(RECORD EXTRACTS Opens)

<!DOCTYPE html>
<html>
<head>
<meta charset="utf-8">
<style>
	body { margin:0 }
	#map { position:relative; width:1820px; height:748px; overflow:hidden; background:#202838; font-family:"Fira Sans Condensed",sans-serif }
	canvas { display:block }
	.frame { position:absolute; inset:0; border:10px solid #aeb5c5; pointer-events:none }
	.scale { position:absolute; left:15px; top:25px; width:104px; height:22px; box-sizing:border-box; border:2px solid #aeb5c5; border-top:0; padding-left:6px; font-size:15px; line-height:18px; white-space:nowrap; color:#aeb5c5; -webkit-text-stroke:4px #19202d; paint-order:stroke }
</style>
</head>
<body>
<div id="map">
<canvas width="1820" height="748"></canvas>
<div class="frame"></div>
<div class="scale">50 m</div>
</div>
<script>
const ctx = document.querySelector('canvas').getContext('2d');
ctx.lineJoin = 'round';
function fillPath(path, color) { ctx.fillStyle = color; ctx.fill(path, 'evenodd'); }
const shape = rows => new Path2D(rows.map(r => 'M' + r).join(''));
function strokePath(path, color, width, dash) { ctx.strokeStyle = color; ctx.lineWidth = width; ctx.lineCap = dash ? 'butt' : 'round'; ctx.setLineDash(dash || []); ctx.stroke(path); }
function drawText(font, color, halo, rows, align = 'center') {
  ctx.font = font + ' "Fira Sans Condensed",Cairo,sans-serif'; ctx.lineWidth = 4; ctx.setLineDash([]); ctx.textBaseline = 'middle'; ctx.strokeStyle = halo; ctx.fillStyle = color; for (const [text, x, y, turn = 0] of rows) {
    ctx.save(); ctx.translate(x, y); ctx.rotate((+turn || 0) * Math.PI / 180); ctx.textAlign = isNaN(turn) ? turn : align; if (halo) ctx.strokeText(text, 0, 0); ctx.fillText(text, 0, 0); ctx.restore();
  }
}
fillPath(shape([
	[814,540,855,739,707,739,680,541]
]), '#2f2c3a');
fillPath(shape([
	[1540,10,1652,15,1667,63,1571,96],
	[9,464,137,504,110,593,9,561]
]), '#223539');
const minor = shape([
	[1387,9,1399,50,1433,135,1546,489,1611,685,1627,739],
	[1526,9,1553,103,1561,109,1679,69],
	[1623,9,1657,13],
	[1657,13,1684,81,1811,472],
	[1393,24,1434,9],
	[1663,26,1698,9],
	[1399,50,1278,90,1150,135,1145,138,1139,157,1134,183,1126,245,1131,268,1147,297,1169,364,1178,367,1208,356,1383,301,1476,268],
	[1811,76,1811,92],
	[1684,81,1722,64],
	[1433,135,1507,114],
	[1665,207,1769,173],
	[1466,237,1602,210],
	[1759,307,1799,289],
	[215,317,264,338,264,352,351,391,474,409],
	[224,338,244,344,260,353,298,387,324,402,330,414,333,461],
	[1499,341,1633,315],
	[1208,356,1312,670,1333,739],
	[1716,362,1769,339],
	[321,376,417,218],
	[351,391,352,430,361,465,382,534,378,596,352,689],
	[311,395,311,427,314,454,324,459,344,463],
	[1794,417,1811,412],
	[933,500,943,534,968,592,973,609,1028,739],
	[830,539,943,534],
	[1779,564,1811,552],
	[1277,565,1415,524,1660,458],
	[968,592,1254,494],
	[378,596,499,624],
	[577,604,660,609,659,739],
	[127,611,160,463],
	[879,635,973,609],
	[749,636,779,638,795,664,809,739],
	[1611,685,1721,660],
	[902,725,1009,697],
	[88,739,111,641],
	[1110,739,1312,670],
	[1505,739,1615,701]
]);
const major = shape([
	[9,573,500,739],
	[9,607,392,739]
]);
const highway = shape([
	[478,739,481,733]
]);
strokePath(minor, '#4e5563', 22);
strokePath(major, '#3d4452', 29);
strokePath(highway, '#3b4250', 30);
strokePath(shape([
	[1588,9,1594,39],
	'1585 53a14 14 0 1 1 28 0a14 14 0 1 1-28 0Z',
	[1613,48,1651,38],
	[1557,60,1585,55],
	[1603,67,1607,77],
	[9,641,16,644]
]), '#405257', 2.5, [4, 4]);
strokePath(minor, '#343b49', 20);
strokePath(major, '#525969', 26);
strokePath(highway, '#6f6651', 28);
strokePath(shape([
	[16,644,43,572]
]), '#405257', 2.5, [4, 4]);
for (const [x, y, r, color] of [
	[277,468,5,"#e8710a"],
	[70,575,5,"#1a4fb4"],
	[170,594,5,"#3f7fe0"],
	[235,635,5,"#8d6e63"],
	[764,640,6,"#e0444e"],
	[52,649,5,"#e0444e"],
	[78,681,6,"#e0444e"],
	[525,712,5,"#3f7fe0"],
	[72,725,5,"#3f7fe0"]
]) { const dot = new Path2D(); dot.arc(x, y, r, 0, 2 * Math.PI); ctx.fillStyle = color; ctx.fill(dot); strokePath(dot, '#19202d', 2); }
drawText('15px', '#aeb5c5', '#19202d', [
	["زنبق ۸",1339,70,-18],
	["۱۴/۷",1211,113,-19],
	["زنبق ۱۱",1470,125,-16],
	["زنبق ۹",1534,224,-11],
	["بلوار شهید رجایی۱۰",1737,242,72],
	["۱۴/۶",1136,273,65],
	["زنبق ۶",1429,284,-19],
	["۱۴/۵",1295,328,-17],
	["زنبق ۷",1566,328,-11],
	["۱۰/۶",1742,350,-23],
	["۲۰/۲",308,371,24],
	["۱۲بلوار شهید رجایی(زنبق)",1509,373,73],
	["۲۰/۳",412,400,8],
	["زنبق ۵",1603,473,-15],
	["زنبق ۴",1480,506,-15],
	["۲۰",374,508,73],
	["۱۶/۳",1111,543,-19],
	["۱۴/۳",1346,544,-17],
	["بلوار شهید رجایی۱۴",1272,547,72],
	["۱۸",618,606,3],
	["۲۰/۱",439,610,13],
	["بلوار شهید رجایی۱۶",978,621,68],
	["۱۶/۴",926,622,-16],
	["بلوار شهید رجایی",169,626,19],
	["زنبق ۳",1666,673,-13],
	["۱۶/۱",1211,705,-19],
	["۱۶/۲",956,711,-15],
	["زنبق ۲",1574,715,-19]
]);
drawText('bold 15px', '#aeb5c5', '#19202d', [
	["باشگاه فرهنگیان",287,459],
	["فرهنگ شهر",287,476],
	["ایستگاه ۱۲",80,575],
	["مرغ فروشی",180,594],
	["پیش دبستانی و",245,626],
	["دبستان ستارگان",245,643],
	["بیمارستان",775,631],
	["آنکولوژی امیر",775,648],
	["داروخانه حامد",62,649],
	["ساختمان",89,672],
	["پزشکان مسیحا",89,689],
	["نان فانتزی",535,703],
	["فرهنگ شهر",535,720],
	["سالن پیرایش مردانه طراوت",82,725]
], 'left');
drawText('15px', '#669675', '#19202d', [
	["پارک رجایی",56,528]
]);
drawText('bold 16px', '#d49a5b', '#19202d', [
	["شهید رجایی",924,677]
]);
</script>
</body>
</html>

(RECORD EXTRACTS Closes)

> **WHAT THE EXERCISE ASKS**
Your task is to quote, without any alteration, the lines running from the top of the records to the line that holds "function fillPath(path, color)", both included.

> **OUTPUT OF THE EXERCISE**
<!DOCTYPE html>
<html>
<head>
<meta charset="utf-8">
<style>
	body { margin:0 }
	#map { position:relative; width:1820px; height:748px; overflow:hidden; background:#202838; font-family:"Fira Sans Condensed",sans-serif }
	canvas { display:block }
	.frame { position:absolute; inset:0; border:10px solid #aeb5c5; pointer-events:none }
	.scale { position:absolute; left:15px; top:25px; width:104px; height:22px; box-sizing:border-box; border:2px solid #aeb5c5; border-top:0; padding-left:6px; font-size:15px; line-height:18px; white-space:nowrap; color:#aeb5c5; -webkit-text-stroke:4px #19202d; paint-order:stroke }
</style>
</head>
<body>
<div id="map">
<canvas width="1820" height="748"></canvas>
<div class="frame"></div>
<div class="scale">50 m</div>
</div>
<script>
const ctx = document.querySelector('canvas').getContext('2d');
ctx.lineJoin = 'round';
function fillPath(path, color) { ctx.fillStyle = color; ctx.fill(path, 'evenodd'); }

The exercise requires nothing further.